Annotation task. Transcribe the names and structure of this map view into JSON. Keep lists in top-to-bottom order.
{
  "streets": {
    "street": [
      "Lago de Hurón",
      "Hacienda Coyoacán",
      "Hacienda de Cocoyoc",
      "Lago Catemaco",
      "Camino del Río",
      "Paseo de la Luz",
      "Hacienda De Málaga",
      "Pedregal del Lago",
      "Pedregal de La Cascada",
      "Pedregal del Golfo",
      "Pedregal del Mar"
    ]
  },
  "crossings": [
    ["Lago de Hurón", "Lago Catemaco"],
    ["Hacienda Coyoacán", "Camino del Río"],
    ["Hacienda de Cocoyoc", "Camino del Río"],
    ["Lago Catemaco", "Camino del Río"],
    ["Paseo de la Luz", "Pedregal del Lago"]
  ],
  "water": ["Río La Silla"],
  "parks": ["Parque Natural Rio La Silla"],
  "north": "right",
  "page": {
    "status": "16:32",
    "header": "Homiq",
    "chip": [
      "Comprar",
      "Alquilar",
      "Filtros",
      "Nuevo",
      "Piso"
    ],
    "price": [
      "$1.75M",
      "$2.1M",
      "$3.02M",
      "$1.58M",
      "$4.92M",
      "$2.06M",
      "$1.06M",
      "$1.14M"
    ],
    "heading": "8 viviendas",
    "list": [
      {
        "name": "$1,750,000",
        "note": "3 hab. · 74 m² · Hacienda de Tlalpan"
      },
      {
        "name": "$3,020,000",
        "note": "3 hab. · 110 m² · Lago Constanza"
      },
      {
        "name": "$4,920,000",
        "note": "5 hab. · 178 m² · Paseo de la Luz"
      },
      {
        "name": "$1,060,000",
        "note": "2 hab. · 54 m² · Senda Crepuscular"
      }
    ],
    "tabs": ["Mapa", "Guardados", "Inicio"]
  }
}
----------
REQUIREMENT. Throughout the records above, find the lines in which the word "note" appears and return them.

WRITTEN SOLUTION.
        "note": "3 hab. · 74 m² · Hacienda de Tlalpan"
        "note": "3 hab. · 110 m² · Lago Constanza"
        "note": "5 hab. · 178 m² · Paseo de la Luz"
        "note": "2 hab. · 54 m² · Senda Crepuscular"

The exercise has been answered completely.